Best way to pinpoint per-file changes in 300k+ files?

I’m maintaining a dataset for a task where reproducibility is very important, with a large number of small files (hundreds of thousands, likely to grow towards a million). Files are updated over a few experimental sessions across a few weeks before being permanently finalised once the relevant work is done, so it’s important to have a log of what was changed in each update as well as a way of verifying that nothing’s changed after a file is marked as a final version.

My original plan was to use one .dvc file per underlying file, but that didn’t go well. Having an on-disk record of every file hash that I’m able to check programatically, as well as a git tracked record of when those hashes changed, would have been ideal - I’m wondering whether there’s a sensible way to achieve a similar result, maybe with per-directory .dvc files? I guess what I’m really looking for would be a directory-level .dvc file with filename:hash pairs, but I don’t think that’s an option.

It looks like dvc data status --granular is a step in that direction, but I’m concerned about the potential for unknown return values, and I think it’d require an entire commit to be checked out in order to be used rather than having every file-level change visible in git?

@moonbuggy

could you give a bit more details? are you using some cloud to store original files?

I guess what I’m really looking for would be a directory-level .dvc file with filename:hash pairs, but I don’t think that’s an option.

I feel that DataChain can serve you better - GitHub - shcheklein/example-datachain-dvc: An example how to use DataChain and DVC to version data, make project reproducible, track experiments and models - PTAL and let me know what you think. It can create essentially a table with filename:hash which you will also able to diff between commits. Happy to jump on a call and discuss the details / brainstorm how we can achieve what you need.

Thanks for that, I hadn’t come across DataChain previously and it looks like it could potentially be a good option here.

The data’s being created locally - the intention was to use dvc as the mechanism to push it to cloud storage in a versioned, provider-agnostic way. Each local simulation run will create a few hundred new output files as well as appending to some existing ones, and then I’m looking for a way to cleanly snapshot the full dataset at that point and be able to pinpoint what was changed, what was added, and what was left as-is after any given simulation.

If I’m understanding the repo you linked and the DataChain docs correctly, it looks like a key difference here is relying on the cloud provider to handle the per-file versioning rather than trying to do that within the local versioning system? And then from there DataChain keeps track of the list of files and provider-side hashes/version IDs in a parquet file, which can be stored using dvc for a full dataset snapshot at any given point in time?

The only potential downside I see is that it does tightly couple the dataset to the specific cloud storage bucket and provider, as far as I can see. Not a blocker per se, but I’ve always preferred to keep things portable in case a particular provider becomes untenable in future - one of the reasons I like dvc’s ability to just pull from one remote and push to another if required. Also means Cloudflare R2 is out because they don’t support versioning (again, points for letting dvc handle that because it makes R2’s no-egress-fee storage usable for versioned data).

If all my assumptions so far are correct it does look like it could work well, but I’ll definitely want to spend a bit of time understanding the implications of using the cloud provider etags and version IDs, and what the worst case would be for shifting the version history across to an alternative provider in future if needed.

Correct, moreover you can add a mapper to calculate any custom hash on top of it / if needed.

The only potential downside I see is that it does tightly couple the dataset to the specific cloud storage bucket and provider, as far as I can see.

Right. If you include some custom hash (based on size or something) you can potentially rely on it though instead of cloud specific attributes. The only thing that you would need to migrate is file.source attribute.
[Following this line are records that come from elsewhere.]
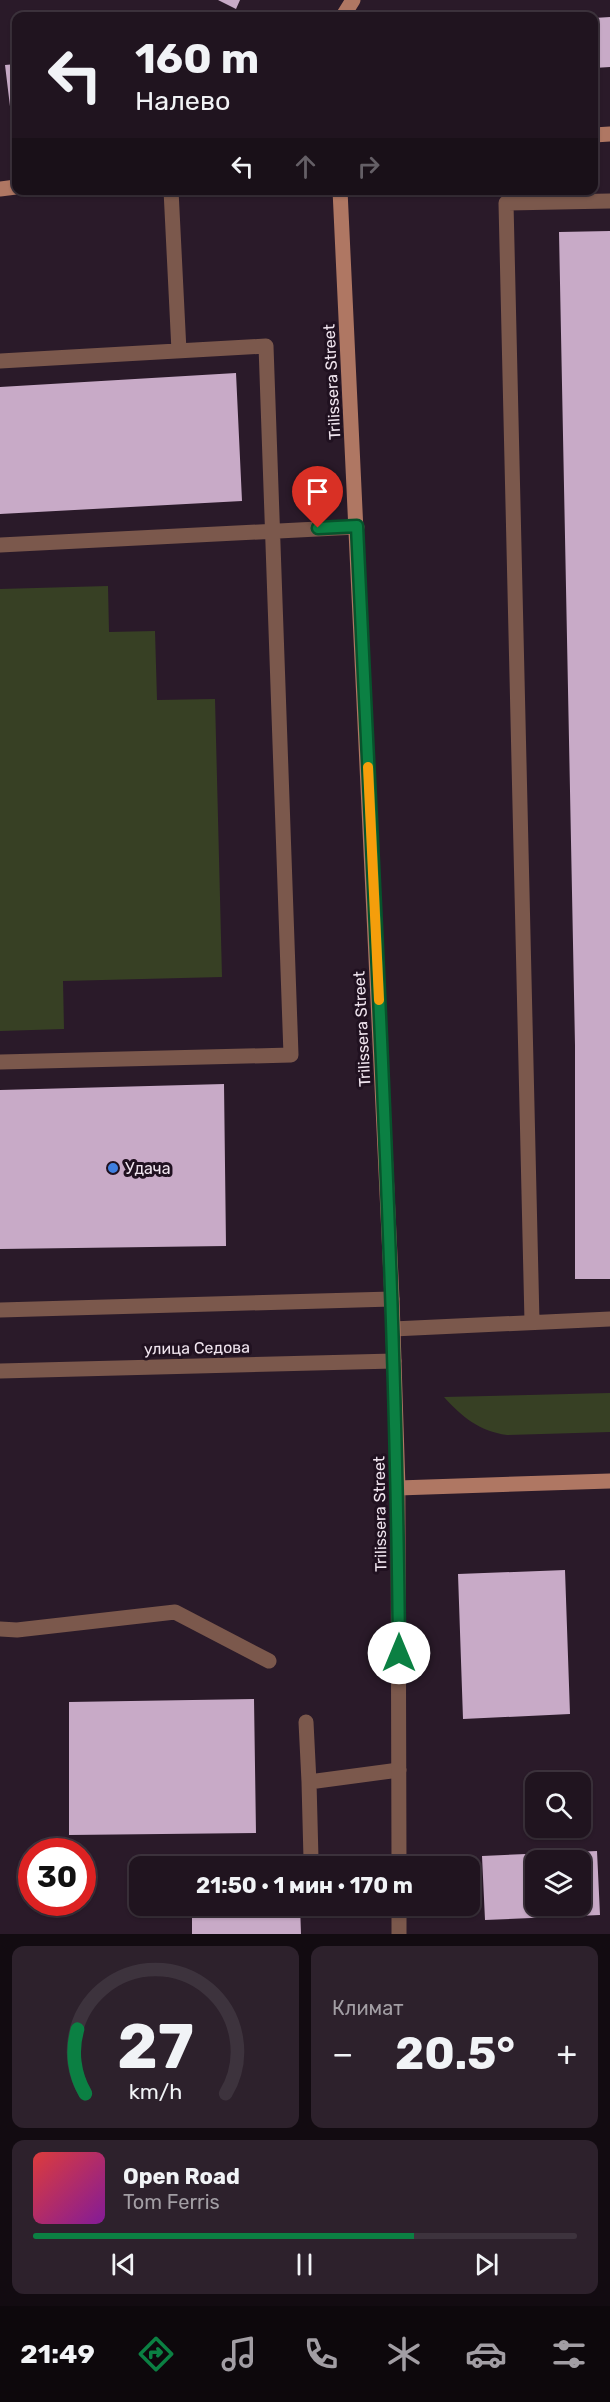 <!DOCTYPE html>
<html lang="ru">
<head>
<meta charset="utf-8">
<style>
  body { margin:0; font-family:Rubik,sans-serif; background:#2d212c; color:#f1f3f6; height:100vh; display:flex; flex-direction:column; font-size:22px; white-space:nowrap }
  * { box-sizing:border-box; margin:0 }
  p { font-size:20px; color:#a29ea4 }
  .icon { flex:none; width:33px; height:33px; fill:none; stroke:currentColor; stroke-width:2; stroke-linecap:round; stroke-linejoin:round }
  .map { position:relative; height:1934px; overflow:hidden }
  .drawer { display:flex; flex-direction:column; gap:12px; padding:12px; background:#120b11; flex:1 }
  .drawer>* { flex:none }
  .guide { position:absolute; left:12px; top:12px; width:586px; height:183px; border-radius:12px; box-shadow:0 2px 4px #0004,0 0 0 2px #3d333d; background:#20141f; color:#f1f3f6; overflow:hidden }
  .buttons { position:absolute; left:525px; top:1772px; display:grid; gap:12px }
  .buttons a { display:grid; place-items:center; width:66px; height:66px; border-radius:12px; background:#20141f; box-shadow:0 2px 4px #0004,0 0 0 2px #3d333d; font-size:30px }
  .speed { position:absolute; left:18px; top:1838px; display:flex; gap:12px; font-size:30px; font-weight:700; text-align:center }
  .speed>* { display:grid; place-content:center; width:78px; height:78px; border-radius:50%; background:#20141f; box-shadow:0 2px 4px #0004,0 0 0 2px #3d333d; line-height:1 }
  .speed .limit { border:9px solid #d22; background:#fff; color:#111 }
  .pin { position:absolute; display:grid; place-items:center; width:51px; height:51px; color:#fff; margin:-62px -26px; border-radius:50% 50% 50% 0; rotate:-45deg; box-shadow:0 0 6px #0007 }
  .pin .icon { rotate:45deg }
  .me { position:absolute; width:66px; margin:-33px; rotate:0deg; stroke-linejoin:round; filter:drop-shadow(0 0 4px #0008) }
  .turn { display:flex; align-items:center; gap:21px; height:126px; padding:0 24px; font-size:27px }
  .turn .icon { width:78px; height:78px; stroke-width:2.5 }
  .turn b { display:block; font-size:42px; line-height:51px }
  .lanes { display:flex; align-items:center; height:57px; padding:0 24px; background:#0003; justify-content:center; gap:30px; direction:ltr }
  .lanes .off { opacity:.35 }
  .big { font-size:45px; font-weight:700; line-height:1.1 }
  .drawer .tile { flex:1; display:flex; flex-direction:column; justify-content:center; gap:9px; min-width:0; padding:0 21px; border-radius:12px; background:#2d212c }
  .drawer .dial { align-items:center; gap:0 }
  .dial svg { height:156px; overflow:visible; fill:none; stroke:#3d333d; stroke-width:7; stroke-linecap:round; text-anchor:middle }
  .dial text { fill:#f1f3f6; stroke:none }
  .song { display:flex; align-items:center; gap:18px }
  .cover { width:72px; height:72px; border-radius:9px; background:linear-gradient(135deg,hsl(0 70% 55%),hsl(290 70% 35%)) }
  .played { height:6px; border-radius:3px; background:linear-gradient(90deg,#0b8043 70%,#3d333d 70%) }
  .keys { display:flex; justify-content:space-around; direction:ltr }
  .heat { display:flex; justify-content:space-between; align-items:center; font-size:33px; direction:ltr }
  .drawer .tiles { flex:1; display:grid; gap:12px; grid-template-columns:1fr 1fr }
  .tile:last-child { grid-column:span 2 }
  .trip { position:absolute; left:129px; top:1856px; width:351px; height:60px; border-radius:12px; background:#20141f; box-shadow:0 2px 4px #0004,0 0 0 2px #3d333d; font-weight:700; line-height:60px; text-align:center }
  .menu { display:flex; height:96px; justify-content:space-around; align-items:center; background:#0d080c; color:#a29ea4 }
  .menu .icon { width:42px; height:42px }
  .menu .active { color:#0b8043 }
  .menu b { font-size:27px; color:#f1f3f6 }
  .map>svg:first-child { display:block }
  .green { fill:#374024 }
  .building { fill:#c8aac7; fill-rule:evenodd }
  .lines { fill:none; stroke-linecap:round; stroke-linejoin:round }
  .lane { stroke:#7b584c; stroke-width:15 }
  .street { stroke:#7b584c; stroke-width:15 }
  .secondary { stroke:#af7763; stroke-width:15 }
  .route-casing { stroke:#07532c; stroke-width:15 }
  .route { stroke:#0b8043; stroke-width:10 }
  .slow { stroke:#f59e0b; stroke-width:10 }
  .shop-dot { fill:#3f7fe0; stroke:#201120; stroke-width:2 }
  .labels { text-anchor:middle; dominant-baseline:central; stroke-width:6; stroke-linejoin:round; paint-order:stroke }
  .street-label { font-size:16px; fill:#f0e5ef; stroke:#201120 }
  .poi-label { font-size:16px; fill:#f0e5ef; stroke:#201120; text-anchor:start }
</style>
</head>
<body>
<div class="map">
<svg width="610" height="1934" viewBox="0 0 610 1934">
  <rect width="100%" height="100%" fill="#2a1a29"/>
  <path class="green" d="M108 586 109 632 155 631 157 700 215 699 222 977 63 981 64 1029 0 1031V589Z
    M610 1393V1432L507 1435C479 1431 462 1417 444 1397Z"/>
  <path class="building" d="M218 0H240L236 9Z
    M610 17V67L594 68V18Z
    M16 64V123H12L5 65Z
    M610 231V1279H575V1045L559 232Z
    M236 373 242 501 0 514V387Z
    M224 1084 226 1246 0 1249V1090Z
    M565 1570 570 1714 463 1719 458 1574Z
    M254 1699 256 1833 69 1835V1702Z
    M597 1851 600 1915 485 1920 482 1856ZM536 1860H580V1905H536Z
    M192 1905H300L301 1934H192Z"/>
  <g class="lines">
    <path class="lane" d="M171 190 179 351
      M0 361 266 346 291 1055 0 1062
      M0 545 357 527
      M0 1310 392 1299
      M532 1322 506 203 610 201
      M393 1329 610 1319
      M0 1629 17 1630 175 1612 269 1661
      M306 1722 309 1782
      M311 1859 309 1782 399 1770"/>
    <path class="street" d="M0 1371 394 1361
      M398 1488 399 1866
      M399 1905V1934"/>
    <path class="secondary" d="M343 16 353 0
      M594 135 610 134
      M0 189 16 187
      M340 190 392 1299 398 1488 610 1481"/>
  </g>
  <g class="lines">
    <defs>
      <path id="route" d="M318 528 357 526C374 902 396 1277 399 1653"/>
    </defs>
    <use href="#route" class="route-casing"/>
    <use href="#route" class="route"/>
    <path class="slow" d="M368 767 379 1000"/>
  </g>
  <circle class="shop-dot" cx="113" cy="1168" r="6"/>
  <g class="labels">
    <g class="street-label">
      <text transform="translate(332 382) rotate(-93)">Trilissera Street</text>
      <text transform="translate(362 1029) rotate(-93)">Trilissera Street</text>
      <text transform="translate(197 1348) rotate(-1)">улица Седова</text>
      <text transform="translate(380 1514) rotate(-91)">Trilissera Street</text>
    </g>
    <g class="poi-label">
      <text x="125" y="1168">Удача</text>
    </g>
  </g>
</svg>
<div class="buttons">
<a><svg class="icon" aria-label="search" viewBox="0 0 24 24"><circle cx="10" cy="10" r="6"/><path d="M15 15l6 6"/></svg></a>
<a><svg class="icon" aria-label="layers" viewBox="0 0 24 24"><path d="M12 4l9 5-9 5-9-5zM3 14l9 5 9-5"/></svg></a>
</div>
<div class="speed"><div class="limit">30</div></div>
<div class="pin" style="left:318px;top:528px;background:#d93025"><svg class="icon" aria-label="arrive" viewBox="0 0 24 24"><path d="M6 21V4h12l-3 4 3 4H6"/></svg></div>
<svg class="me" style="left:399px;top:1653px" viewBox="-20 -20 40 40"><circle r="19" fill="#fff"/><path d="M0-13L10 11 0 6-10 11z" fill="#0b8043"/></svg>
<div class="trip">21:50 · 1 мин · 170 m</div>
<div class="guide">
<div class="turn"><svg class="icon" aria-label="left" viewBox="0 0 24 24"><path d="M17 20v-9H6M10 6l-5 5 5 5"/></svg><div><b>160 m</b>Налево</div></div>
<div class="lanes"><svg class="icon" aria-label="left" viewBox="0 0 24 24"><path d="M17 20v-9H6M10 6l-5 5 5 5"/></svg><svg class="icon off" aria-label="ahead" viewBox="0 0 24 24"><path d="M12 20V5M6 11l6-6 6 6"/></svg><svg class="icon off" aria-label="right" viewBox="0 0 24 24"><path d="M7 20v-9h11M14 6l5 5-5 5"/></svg></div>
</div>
</div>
<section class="drawer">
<div class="tiles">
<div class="tile dial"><svg viewBox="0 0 100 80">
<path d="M14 69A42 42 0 1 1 86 69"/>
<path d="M14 69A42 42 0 0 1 10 36" stroke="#0b8043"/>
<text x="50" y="56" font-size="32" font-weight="700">27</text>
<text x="50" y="72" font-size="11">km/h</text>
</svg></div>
<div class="tile"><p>Климат</p>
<div class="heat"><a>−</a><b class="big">20.5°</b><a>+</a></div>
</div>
<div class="tile">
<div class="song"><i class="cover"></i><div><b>Open Road</b><p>Tom Ferris</p></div></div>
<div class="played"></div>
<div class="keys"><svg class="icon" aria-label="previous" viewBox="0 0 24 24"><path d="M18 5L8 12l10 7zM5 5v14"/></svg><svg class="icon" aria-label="pause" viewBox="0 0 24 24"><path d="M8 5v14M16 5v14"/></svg><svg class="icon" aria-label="next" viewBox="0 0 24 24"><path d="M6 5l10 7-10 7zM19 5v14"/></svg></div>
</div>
</div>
</section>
<nav class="menu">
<b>21:49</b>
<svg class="icon active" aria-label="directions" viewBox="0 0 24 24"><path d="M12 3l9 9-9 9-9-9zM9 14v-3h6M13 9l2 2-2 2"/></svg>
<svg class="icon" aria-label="music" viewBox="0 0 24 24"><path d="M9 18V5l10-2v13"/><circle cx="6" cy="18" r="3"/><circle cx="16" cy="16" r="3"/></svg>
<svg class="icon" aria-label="phone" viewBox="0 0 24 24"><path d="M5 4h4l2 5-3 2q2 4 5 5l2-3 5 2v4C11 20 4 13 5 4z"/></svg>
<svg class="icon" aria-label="climate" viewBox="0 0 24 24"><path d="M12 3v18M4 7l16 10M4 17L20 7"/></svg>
<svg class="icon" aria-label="car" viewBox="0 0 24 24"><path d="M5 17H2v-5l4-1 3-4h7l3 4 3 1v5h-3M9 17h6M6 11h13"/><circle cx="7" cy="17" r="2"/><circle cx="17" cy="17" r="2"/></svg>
<svg class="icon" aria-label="filters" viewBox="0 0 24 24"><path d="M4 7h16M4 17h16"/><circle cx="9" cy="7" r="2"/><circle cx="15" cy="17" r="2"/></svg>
</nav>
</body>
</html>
It won’t solve things like worst case would be for shifting the version history across to an alternative provider. It is a good point.

Let me know if you have more thoughts - it’s an interesting discussion.

Much appreciated! I’ve done a bit more reading around and it looks like rclone’s handling of versions and etags between clouds is pretty robust, so it might actually be safe enough to assume that S3-compatible stores are fungible with the same underlying DataChain index just by doing a full rclone sync with the relevant metadata flags. Backblaze has versioning support as well as a fairly sane egress policy, so that seems like a decent stand in for Cloudflare unless/until they add version handling to R2.

I didn’t see custom mappers on my first look at the docs, so that’s also really good to know; just having something straightforward and locally calculated as an extra identifier if it’s needed as a fallback definitely sounds reassuring. Ensures no loss of indexing in the case where disaster recovery from a local copy is needed - even if everything else fails, those local hashes can be dumped from the parquet file and matched up to the files on disk.

I know it might seem a bit silly worrying about that when it’s a relatively trivial amount of data so far, but in my experience decisions around workflow and tooling tend to be very sticky once they’re made! Last project I was working on ballooned pretty quickly from a relatively modest start to >100TB managed across 20+ datasets and teams, and having portability and multi-cloud support built in from the start absolutely saved our collective asses on a couple of occasions, so avoiding proprietary lock in is always on my mind - if I can get it right on this dataset, it’ll make the next however many with similar structures a whole lot easier.